= Ingunn Arnórsdóttir =

12-century Icelandic classicist scholar

Ingunn Arnórsdóttir (12th century; Old Norse: /non/; Modern Icelandic: /is/), was an Icelandic scholar. She belonged to the Ásbirningar family clan and was the daughter of Arnór Ásbjarnarson and sister of Kolbeinn Arnórsson. She was the first woman in Iceland to receive a formal academic education and to serve as a teacher.

Ingunn Arnórsdóttir was a student at the Latin school of Bishop Jón Ögmundsson (reign 1106–1121) at Hólar. She was the only female student at the school and the first woman in Iceland to study Latin and have an academic education. After having completed her studies, she became a teacher at the school. She is said to have taught many Icelandic men, two of whom later became bishops.

Jóns saga ins helga mentions Ingunn Arnórsdóttir in a description of the students who attended the school at Hólar. She is described as a young, orderly, female student called Ingunn who was in every way an equal to the male students, and a generous teacher who taught many students grammar.

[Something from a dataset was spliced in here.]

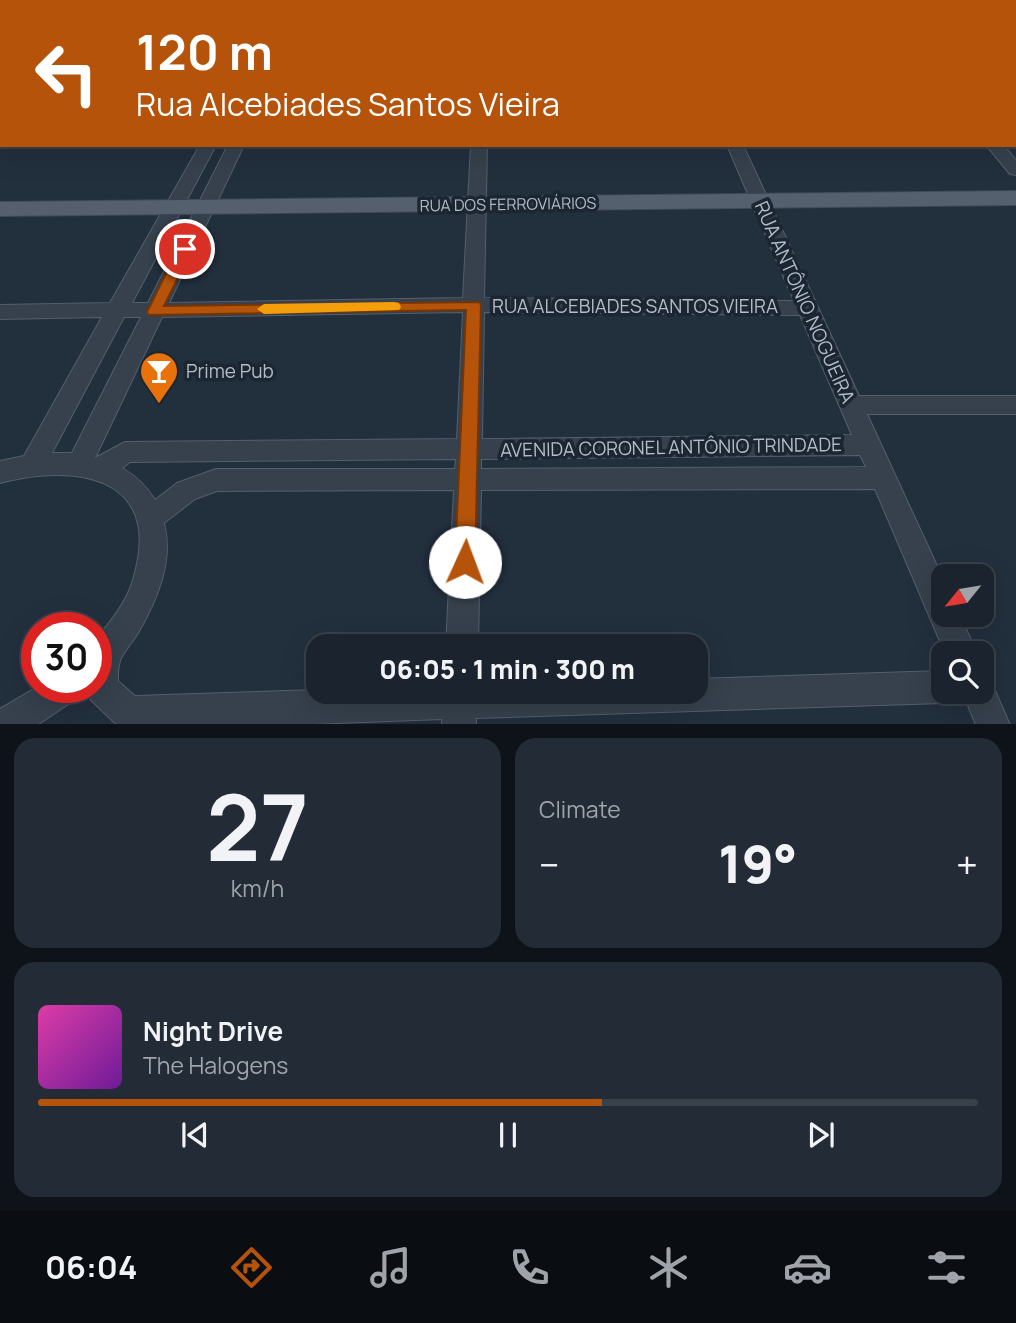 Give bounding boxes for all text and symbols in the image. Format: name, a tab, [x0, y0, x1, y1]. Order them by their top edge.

She is also said to have sewed and done various other handiwork related to the Saints' sagas. Ingunn Arnórsdóttir was also one of the sources for Ólafs saga Tryggvasonar, a biography of the Norwegian King Olaf Tryggvason, written by the 12th century monk Oddur Snorrason at Þingeyrar.

In 2017, The Reykjavík city executive council decided to name one of the streets in Vatnsmýri designated for student housing Ingunnargata after Ingunn Arnórsdóttir.